O presidente do TSE, no entanto, refutou os argumento de Inácio Ferreira e assinalou a constitucionalidade da decisão. “O julgamento procedido pelo Tribunal Superior Eleitoral ficou restrito à técnica de recurso da respectiva competência, sem adoção de entendimento contrário à Carta da República”, assinalou o ministro Marco Aurélio, explicando que o Plenário do TSE abordou, no julgamento, o instituto do prequestionamento e da configuração da divergência jurisprudencial “inerentes ao recurso de natureza extraordinária, consignando, mais, a impossibilidade de reexame do tema fático”.

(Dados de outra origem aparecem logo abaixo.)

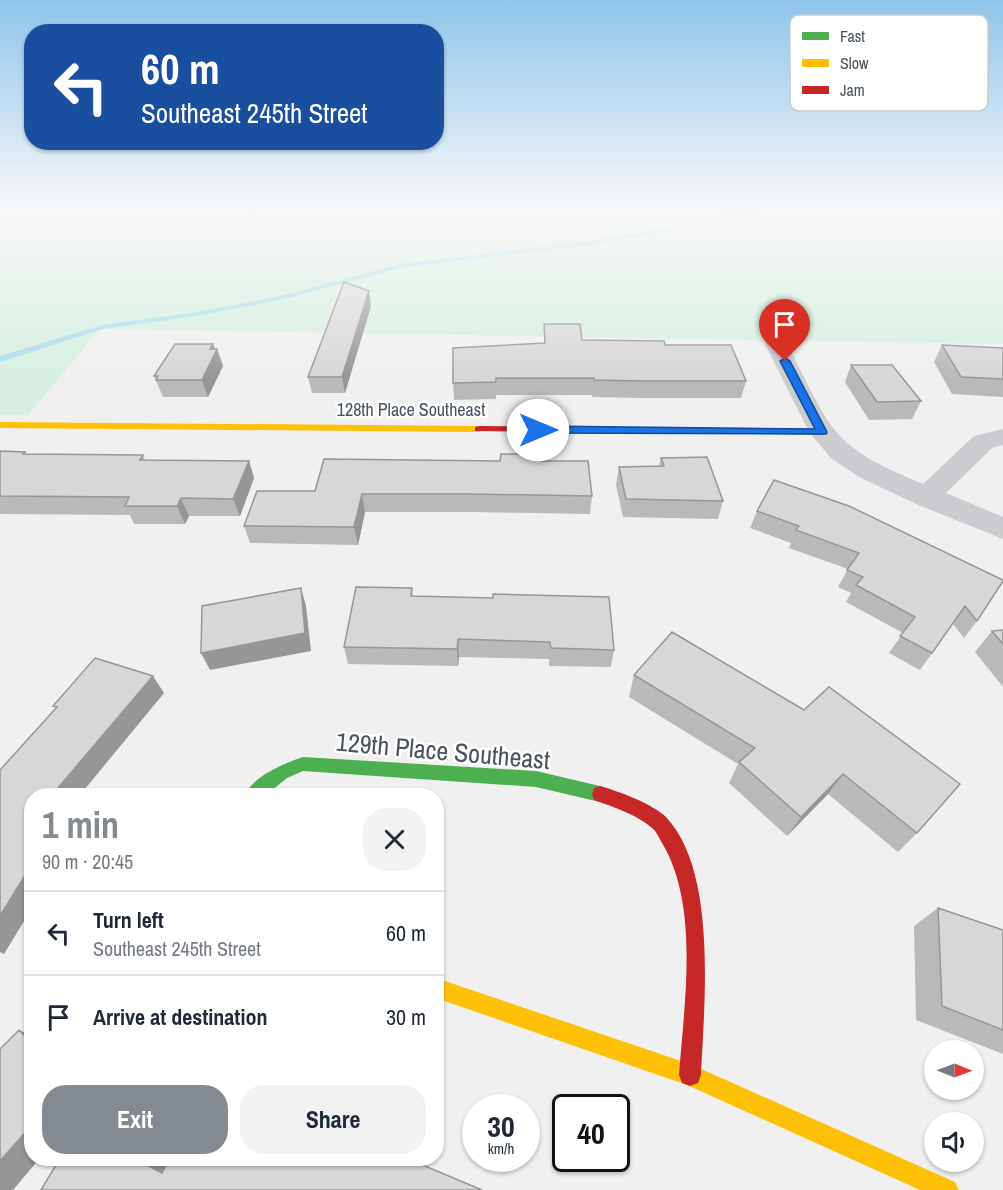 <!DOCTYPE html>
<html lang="en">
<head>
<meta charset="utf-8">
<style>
  body { margin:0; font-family:"Archivo Narrow",sans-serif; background:#f2f2f3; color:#1f2937; height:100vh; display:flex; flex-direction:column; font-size:22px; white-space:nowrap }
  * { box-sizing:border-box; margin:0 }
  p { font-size:20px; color:#747a83 }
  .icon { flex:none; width:33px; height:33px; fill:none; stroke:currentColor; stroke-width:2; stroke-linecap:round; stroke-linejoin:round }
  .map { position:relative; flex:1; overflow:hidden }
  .sheet { position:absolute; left:24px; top:788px; width:420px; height:378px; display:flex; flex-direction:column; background:#fff; border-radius:24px; box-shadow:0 2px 4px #0004 }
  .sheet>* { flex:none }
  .guide { position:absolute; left:24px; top:24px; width:420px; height:126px; border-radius:24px; box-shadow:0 2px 4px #0004; background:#1a4fa0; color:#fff; overflow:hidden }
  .needle { width:39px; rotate:91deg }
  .buttons { position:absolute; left:924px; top:1040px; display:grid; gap:12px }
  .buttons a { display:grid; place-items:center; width:60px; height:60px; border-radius:50%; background:#fff; box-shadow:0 2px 4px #0004; font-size:30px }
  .speed { position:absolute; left:462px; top:1094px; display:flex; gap:12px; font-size:30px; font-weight:700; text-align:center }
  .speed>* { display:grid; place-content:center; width:78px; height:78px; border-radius:50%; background:#fff; box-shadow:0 2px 4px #0004; line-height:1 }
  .speed small { font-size:15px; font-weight:400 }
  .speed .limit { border:3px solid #111; border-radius:9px; background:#fff; color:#111 }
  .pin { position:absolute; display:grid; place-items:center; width:51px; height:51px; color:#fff; margin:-62px -26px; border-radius:50% 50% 50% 0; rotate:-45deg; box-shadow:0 0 6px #0007 }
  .pin .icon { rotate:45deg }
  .me { position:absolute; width:66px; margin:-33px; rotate:90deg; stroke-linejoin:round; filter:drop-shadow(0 0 4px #0008) }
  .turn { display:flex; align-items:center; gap:21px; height:126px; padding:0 18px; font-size:27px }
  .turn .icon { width:78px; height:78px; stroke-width:2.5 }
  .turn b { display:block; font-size:42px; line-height:51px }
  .round { display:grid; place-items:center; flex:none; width:63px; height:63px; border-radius:24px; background:#f2f2f3 }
  .overview { display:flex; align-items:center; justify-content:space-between; height:102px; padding:0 18px }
  h1 { font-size:36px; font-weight:800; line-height:45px; color:#838a90 }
  .button { display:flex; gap:12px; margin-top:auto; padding:12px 18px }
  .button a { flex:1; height:69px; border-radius:24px; background:#838a90; color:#fff; font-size:24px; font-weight:800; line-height:69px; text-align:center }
  .button a+a { background:#f2f2f3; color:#1f2937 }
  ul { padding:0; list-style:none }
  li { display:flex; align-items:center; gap:18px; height:84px; padding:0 18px; border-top:2px solid #e0e1e3 }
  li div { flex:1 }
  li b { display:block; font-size:22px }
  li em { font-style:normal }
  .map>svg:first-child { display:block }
  .green { fill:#d6efe0 }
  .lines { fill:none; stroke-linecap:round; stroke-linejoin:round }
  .stream { fill:#abdeec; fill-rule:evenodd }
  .street { fill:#cacccf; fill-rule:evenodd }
  .fast { fill:#4caf50; fill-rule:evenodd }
  .slow { fill:#ffc107; fill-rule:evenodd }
  .jam { fill:#c62828; fill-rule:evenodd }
  .wall { fill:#b9b9bb }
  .shaded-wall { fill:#969698 }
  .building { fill:#d7d7d9; stroke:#969698; stroke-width:1.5 }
  .route { fill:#1a73e8; stroke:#114b97; stroke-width:1.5 }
  .labels { text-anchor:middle; stroke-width:5; stroke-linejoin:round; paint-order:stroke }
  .far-street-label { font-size:18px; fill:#48535d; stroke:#fff }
  .near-street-label { font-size:26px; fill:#48535d; stroke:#fff }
  .key { fill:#fff; stroke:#c8cbce; stroke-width:1.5 }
  .key-label { font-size:16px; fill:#48535d }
</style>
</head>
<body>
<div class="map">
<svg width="1003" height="1190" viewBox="0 0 1003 1190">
  <rect width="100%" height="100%" fill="#f1f0f0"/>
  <path class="green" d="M 0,212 L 1003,212 L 1003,344 L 100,329 L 28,415 L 0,415 Z"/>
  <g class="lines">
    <path class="stream" d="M 754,212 L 773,212 L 722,219 L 682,229 L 591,245 L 400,268 L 281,300 L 197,316 L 103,329 L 0,362 L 0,356 L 102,325 L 197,312 L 280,296 L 400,264 L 591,241 L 682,225 L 722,215 Z"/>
    <path class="street" d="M 776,337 L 784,339 L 787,344 C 801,369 817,408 834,429 C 856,457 891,470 923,484 L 974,436 L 1003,429 L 1003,445 L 992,448 L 946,493 L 1003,517 L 1003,539 L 916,504 L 859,477 L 831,458 L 809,432 L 765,344 L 768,339 Z"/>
    <path class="fast" d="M 737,428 L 822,429 L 827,432 L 822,435 L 733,433 L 732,431 Z
      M 303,757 L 536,771 L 600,786 L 606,788 L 608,794 L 606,800 L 600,802 L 536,787 L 303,771 L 287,778 L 266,795 L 245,795 C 253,776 285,763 303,757 Z"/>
    <path class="slow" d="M 0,422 L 479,426 L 484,429 L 479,432 L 0,428 Z
      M 436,978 L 690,1064 L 955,1182 L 959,1190 L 920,1190 L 687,1085 L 436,998 Z"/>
    <path class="jam" d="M 479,426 L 737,428 L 742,431 L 737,434 L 475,431 L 475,427 Z
      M 600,786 C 618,791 653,804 666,817 C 718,872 704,1005 701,1075 L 698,1083 L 690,1086 L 682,1083 L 679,1075 C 684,1005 700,906 662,843 C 659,838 657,832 652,828 C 636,814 613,807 594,800 L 592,794 L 594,788 Z"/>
  </g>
  <path class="wall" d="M 371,306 L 345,393 L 312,393 L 308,377 Z
    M 544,324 L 582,340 L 665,345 L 746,381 L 741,398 L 642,398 L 592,397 L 592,395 L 496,395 L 496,399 L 454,400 L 453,383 L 544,344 Z
    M 213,344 L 215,349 L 217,349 L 223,366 L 208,397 L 163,397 L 154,376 Z
    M 942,345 L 1003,348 L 1003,397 L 952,394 L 934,362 Z
    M 851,365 L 921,401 L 912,419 L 869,420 L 845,382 Z
    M 0,451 L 25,452 L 27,454 L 143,455 L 145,460 L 249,461 L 254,478 L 240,516 L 189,516 L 185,524 L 134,524 L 130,515 L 0,514 Z
    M 661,458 L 723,501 L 718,519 L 623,517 L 616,485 L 619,467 L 659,466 Z
    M 543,461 L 592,496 L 590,514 L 472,512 L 365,512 L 358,545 L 250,543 L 244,526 L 315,491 Z
    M 757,511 L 1003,580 L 977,621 L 964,638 L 953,624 L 920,670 L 889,653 L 903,633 L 846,602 L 851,593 L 838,587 L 848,569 L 789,548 L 791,543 L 750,528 Z
    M 412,588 L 413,596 L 614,650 L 611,667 L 549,666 L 549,659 L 459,657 L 458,666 L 348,664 L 344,647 Z
    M 1003,630 L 1003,687 L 975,652 L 992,631 Z
    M 672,632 L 917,833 L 898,852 L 828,794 L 787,836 L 729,783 L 738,764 L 629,697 L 634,675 Z
    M 938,908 L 1003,930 L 1003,1054 L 916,1020 L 914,926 Z"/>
  <path class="shaded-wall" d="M 369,291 L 371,306 L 345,393 L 342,377 Z
    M 213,344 L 216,352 L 217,349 L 223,366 L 208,397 L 202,380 L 210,349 Z
    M 249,461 L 254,478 L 240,516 L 233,499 Z
    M 362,494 L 365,512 L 358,545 L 354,527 Z
    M 181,498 L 189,516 L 185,524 L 177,506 Z
    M 301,588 L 306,606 L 311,651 L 210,670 L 201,653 Z
    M 458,639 L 459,657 L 458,666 L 457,649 Z
    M 153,676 L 164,693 L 80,795 L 52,795 Z
    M 843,774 L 828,794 L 787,836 L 801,817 Z
    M 32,864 L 32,908 L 4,954 L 0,952 L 0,916 Z
    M 19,1030 L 32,1036 L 32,1044 Z
    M 32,1125 L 32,1158 L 40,1158 L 13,1190 L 0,1190 L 0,1161 Z
    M 133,1158 L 148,1158 L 184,1177 L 162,1173 Z"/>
  <path class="building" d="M 344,282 L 369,291 L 342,377 L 308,377 Z
    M 544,324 L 580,324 L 582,340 L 664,341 L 665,345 L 731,345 L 746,381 L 645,381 L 594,380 L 594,378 L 496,378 L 496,382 L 453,383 L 453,348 L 545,343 Z
    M 175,344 L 213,344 L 210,349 L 217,349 L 202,380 L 156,380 L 158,376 L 154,376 Z
    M 942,345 L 1003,348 L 1003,379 L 961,377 Z
    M 851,365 L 892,365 L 921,401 L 877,402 Z
    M 0,451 L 25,452 L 23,454 L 143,455 L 140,460 L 249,461 L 233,499 L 181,498 L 177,506 L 125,506 L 129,497 L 0,496 Z
    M 501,454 L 543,454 L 543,461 L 588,461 L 592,496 L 471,494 L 362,494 L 354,527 L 244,526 L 257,491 L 315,491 L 324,459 L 500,461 Z
    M 707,457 L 723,501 L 626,499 L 619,467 L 664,466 L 661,458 Z
    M 774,480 L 849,506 L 1003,580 L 1003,581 L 977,621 L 965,606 L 932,653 L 900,636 L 915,617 L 856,585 L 863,577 L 847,570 L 859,553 L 796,530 L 799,526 L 757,511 Z
    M 356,587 L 412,588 L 411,596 L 493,598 L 493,594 L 609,597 L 614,650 L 551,648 L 550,642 L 458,639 L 457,649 L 344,647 Z
    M 301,588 L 305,633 L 201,653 L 202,606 Z
    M 1003,630 L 1003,644 L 992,631 Z
    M 672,632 L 804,710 L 829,687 L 960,784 L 917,833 L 843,774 L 801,817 L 739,762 L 755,748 L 634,675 Z
    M 95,658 L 153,676 L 52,795 L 32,795 L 32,864 L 0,916 L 0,770 L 57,707 L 53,706 Z
    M 938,908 L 1003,930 L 1003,1030 L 942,1006 Z
    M 19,1030 L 32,1044 L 32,1125 L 0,1161 L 0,1049 Z
    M 60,1158 L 133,1158 L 162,1173 L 170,1158 L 406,1158 L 482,1190 L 41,1190 Z"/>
  <linearGradient id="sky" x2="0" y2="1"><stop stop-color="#8fc5ea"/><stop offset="0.56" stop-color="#f9f8f8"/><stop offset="1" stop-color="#f9f8f8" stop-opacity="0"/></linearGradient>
  <rect width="1003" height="378" fill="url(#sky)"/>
  <path class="route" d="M 785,358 L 790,361 L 827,432 L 826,434 L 538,433 L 533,430 L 538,426 L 815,429 L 780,361 Z"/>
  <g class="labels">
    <g class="far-street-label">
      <text x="411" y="416">128th Place Southeast</text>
    </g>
    <g class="near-street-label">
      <text transform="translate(443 751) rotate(5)" y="9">129th Place Southeast</text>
    </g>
  </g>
  <rect x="790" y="15" width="198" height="96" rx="9" class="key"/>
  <rect x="802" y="32" width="27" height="8" fill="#4caf50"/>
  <rect x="802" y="59" width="27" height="8" fill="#ffc107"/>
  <rect x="802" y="86" width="27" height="8" fill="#c62828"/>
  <g class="key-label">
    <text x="840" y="42">Fast</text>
    <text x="840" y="69">Slow</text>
    <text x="840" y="96">Jam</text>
  </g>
</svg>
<div class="buttons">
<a><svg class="needle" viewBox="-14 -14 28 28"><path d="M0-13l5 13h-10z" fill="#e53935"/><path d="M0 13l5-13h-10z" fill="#747a83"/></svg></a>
<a><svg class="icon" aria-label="sound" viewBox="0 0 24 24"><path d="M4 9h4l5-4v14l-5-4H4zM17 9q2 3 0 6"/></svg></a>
</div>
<div class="speed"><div>30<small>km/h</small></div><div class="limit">40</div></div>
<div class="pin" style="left:785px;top:361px;background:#d93025"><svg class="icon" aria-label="arrive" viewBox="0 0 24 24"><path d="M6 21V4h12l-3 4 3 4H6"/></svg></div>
<svg class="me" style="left:538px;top:430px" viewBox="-20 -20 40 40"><circle r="19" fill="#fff"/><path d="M0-13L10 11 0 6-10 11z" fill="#1a73e8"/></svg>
<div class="guide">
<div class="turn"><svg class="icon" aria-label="left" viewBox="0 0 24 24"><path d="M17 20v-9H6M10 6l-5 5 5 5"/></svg><div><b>60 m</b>Southeast 245th Street</div></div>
</div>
<section class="sheet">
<div class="overview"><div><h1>1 min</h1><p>90 m · 20:45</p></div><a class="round"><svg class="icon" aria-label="close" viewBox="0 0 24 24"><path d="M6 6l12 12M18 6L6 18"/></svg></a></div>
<ul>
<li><svg class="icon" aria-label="left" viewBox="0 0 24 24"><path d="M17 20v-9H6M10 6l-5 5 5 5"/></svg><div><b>Turn left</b><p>Southeast 245th Street</p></div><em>60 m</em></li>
<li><svg class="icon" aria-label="arrive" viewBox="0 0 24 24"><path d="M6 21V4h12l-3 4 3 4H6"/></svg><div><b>Arrive at destination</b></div><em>30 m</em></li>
</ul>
<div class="button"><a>Exit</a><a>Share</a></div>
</section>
</div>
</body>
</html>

Inácio Franco foi denunciado pelo Ministério Público Eleitoral (MPE) em Minas Gerais por propaganda eleitoral extemporânea veiculada por meio de envio, em abril de 2006, de Carta Aberta à População. O documento, segundo a denúncia, enalteceria “a moralidade e eficiência de sua administração frente à Prefeitura”. De acordo com o MPE, houve também, em abril de 2006, veiculação de panfleto em que o candidato era parabenizado pelo trabalho realizado junto à administração municipal.